US Military Liaison mission established
Shortly after World War II, the United States made an agreement with the Soviet Union to establish small military liaison missions in the German Zones of Occupation. On April 1, 1947, the United States Military Liaison Mission set itself up in Potsdam, near Berlin. Initially the mission was tasked with genuine liaison assignments. Soon, however, the USMLM evolved into an intelligence collection organization. Located in East Germany, it was ideally located to gather information on Soviet troop strength, military exercises and new equipment.

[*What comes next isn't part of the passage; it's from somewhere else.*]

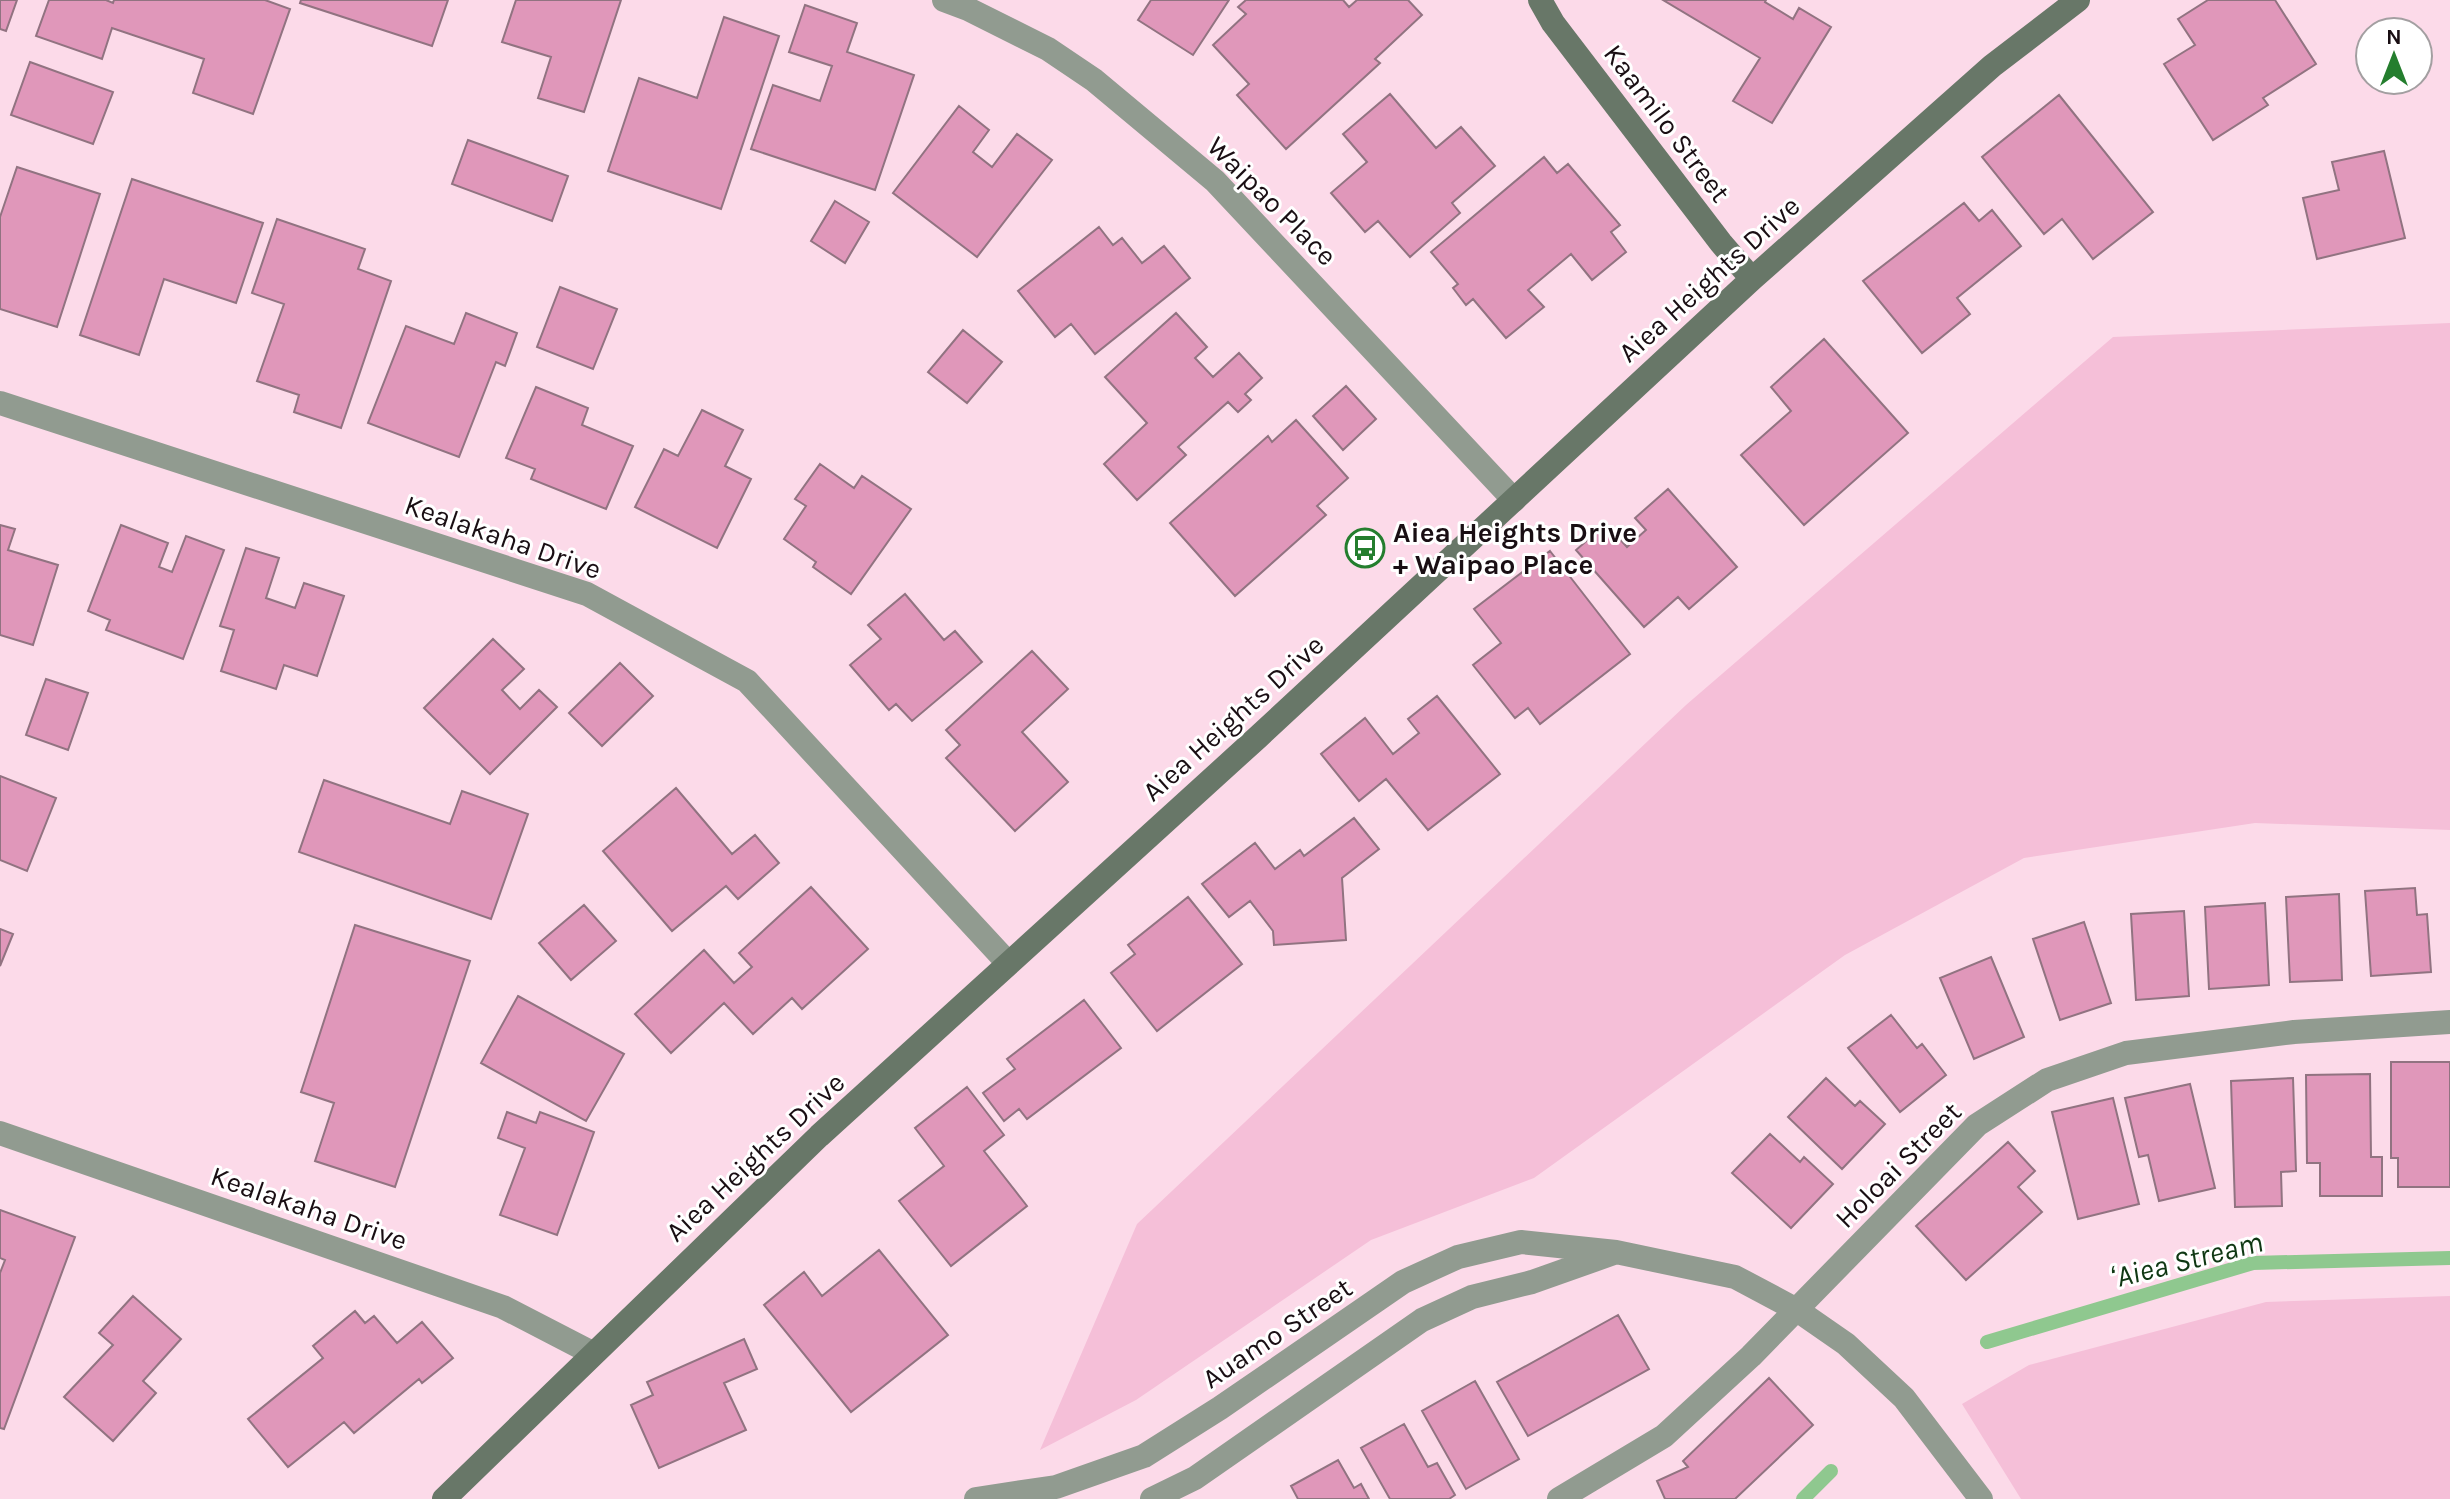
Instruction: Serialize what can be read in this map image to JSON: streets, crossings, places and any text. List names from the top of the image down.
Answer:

This surveillance mission led to dangerous encounters with Soviet and East Germany forces. Detentions, assaults, vehicle ramming, and shooting occurred frequently. One such clash led to the death of Maj. Arthur Nicholson, Jr. in 1985.
Nicholson, an experienced Army military intelligence and Soviet foreign area officer served as an Army tour and production officer in the selectively manned U.S. MLM.
On March 24, 1985, while performing a mission at a Soviet training area in Ludwigslust, Nicholson was shot and killed by a sentry, prompting a crisis in U.S.-Soviet relations.
Senior Defense Department officials posthumously awarded him the Legion of Merit and Purple Heart at his funeral and later posthumously promoted to Lieutenant Colonel by Congressional action.
With the end of the Cold War, the mission was closed on October 1, 1990.